Ao gosto do freguês

Roberto Assunção

Se para você o desempenho é mais importante que o visual, saiba que faz partedeumaminoria – aomenosentre clientes do Punto. A Fiat perguntou a eles os motivos de compra de um carro, e enquanto só 15% falaram em “potência/ aceleração”, o item mais citado, por 58% deles, foi “aparência externa”, seguido de “aparência interna”, com 35%. Não adianta torcer o nariz, portanto, para essa série especial Blackmotion, que chega por R$ 49.900 trazendo exatamente o que os consumidores pediram.

Basicamente, o Punto Blackmotion é um misto do Sporting com o T-Jet – verdadeiro esportivo da linha. Desse último, empresta os marcantes para-choques com tomada de ar para os freios, “bocona” dianteira e enorme extrator traseiro. Já do Sporting tem o motor 1.8 flex, as suspensões e o tamanho das rodas.

Não se trata de um conjunto ruim. É verdade que o motor de até 132 cv, antes exclusivo do Sporting, garante desempenho pouco superior ao do 1.6. Mesmo assim, não dá para reclamar: o carro anda bem, gasta pouco e garante diversão ao volante, além de ter ótima posição de dirigir e suspensões robustas, com excelente combinação entre conforto, silêncio ao rodar, estabilidade e esportividade. Para completar, a direção hidráulica é direta e precisa, e um ronco invocado sai do escape de ponteira dupla.

No interior, o painel de bom acabamento tem textura que imita fibra de carbono e os bancos de tecido têm costuras aparentes e bordados alusivos à série. Os cintos de segurança são cinza e os instrumentos têm agulhas vermelhas. A versão avaliada tinha ainda o câmbio opcional Dualogic Plus, melhor que o Dualogic, mas ainda assim com problemas de um automatizado de embreagem simples. Pena que o sistema DNA – que permite escolher os modos Dinâmico, Normal ou Esportivo, alterando o comportamento do carro – esteja obrigatoriamente associado a ele. Na versão manual, não é nem oferecido.

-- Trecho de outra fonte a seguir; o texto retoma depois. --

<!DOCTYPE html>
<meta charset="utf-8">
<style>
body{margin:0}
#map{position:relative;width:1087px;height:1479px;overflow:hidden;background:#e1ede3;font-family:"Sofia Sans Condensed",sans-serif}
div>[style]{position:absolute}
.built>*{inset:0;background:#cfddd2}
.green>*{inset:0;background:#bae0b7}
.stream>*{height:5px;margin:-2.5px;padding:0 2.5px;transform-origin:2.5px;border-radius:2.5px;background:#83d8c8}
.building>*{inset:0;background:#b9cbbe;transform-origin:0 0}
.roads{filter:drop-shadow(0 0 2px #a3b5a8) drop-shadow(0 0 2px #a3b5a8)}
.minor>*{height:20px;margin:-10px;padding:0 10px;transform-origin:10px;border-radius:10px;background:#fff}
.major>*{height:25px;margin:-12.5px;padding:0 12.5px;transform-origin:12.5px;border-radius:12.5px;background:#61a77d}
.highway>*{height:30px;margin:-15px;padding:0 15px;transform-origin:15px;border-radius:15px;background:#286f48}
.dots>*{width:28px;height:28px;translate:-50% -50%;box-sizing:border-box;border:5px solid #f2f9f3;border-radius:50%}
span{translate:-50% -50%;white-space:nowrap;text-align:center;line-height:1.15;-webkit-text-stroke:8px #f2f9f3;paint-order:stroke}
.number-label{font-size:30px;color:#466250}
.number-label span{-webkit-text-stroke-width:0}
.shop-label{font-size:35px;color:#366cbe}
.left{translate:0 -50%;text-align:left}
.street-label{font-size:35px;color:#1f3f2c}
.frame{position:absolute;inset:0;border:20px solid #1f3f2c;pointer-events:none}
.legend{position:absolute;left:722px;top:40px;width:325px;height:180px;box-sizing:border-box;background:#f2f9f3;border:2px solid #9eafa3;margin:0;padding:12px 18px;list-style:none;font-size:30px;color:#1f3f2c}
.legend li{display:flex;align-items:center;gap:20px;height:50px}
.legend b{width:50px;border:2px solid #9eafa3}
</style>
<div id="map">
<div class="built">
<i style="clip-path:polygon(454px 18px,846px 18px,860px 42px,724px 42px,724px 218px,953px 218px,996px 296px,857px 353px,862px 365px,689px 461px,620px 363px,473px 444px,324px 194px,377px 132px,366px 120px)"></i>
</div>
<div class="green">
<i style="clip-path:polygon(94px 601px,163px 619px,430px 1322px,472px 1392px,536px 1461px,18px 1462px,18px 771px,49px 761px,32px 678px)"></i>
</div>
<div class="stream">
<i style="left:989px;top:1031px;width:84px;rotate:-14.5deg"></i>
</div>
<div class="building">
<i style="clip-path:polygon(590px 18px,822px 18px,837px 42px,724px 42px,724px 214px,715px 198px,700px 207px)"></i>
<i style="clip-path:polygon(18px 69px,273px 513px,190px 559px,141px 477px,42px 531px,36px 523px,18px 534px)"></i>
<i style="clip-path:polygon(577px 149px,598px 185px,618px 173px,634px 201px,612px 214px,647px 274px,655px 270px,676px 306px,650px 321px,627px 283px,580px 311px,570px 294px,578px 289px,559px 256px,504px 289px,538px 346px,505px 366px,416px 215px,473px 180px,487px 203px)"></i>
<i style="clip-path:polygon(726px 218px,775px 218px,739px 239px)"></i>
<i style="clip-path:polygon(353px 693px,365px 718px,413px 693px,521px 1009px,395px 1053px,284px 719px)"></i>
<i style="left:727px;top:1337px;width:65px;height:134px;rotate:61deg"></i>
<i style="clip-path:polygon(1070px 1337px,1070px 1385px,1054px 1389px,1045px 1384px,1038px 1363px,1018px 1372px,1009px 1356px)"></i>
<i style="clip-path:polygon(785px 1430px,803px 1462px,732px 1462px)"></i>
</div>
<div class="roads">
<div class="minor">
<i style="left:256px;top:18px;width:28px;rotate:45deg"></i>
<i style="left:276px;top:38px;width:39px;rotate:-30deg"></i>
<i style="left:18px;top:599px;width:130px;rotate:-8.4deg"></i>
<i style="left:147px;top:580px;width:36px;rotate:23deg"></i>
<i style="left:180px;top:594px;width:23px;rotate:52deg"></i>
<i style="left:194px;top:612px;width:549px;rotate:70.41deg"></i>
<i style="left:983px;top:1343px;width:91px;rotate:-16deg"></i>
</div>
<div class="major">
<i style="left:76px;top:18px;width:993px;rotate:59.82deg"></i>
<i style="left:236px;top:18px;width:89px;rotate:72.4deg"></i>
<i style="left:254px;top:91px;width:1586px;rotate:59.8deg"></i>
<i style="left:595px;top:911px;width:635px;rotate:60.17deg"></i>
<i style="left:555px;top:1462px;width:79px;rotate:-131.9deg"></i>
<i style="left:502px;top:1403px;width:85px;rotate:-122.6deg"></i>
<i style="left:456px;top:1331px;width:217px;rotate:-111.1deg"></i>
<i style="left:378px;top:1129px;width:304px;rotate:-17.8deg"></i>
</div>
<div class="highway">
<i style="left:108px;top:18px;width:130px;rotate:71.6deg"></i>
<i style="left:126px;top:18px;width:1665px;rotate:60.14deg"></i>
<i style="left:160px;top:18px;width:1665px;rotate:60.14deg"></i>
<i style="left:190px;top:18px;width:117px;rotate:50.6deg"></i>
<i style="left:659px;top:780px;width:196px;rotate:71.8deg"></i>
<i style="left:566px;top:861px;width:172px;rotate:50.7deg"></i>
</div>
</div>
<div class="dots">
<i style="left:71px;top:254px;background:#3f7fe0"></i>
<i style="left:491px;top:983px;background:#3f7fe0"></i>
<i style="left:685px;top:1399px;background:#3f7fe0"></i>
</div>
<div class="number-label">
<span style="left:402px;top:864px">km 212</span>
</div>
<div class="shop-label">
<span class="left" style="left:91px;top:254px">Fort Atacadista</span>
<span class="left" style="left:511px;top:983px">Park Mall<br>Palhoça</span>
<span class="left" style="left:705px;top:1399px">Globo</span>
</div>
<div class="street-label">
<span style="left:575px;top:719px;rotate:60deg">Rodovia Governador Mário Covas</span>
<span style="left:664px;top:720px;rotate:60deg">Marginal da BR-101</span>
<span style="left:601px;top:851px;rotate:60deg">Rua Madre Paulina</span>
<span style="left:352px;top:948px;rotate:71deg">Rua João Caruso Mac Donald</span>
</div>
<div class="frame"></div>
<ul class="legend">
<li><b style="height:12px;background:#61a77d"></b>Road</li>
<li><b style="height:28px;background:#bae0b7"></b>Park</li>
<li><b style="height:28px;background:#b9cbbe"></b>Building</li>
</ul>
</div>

Um carro interessante. Mas lembre-se que, se você é da minoria que gosta de esportivos de verdade, o Punto T-Jet, com motor 1.4 turbo de 152 cv a gasolina, sai por R$ 57.490. Além de ter rodas aro 17 e cores mais vibrantes (o Blackmotion só pode ser cinza, prata, preto ou branco), acelera mais (0-100 km/h em 8,3 segundos), corre mais (chega a 203 km/h), freia e faz curvas melhor (tem freios a disco nas quatro rodas e barra estabilizadora traseira) e ainda vem com o sistema DNA combinado ao câmbio manual.

Para completar, o T-Jet tem piloto automático, o Blue&Me e o som com subwoofer; no Blackmotion, os dois primeiros são opcionais, sendo que o segundo só pode ser adquirido com o teto panorâmico (R$ 4.200) e o terceiro não é oferecido. Essa série especial compensa, portanto, para quem não liga tanto para desempenho ou faz questão de motor flex e/ou câmbio automatizado. E cuidado para não exagerar nos opcionais: o modelo avaliado, com todos, sai por R$ 64.901.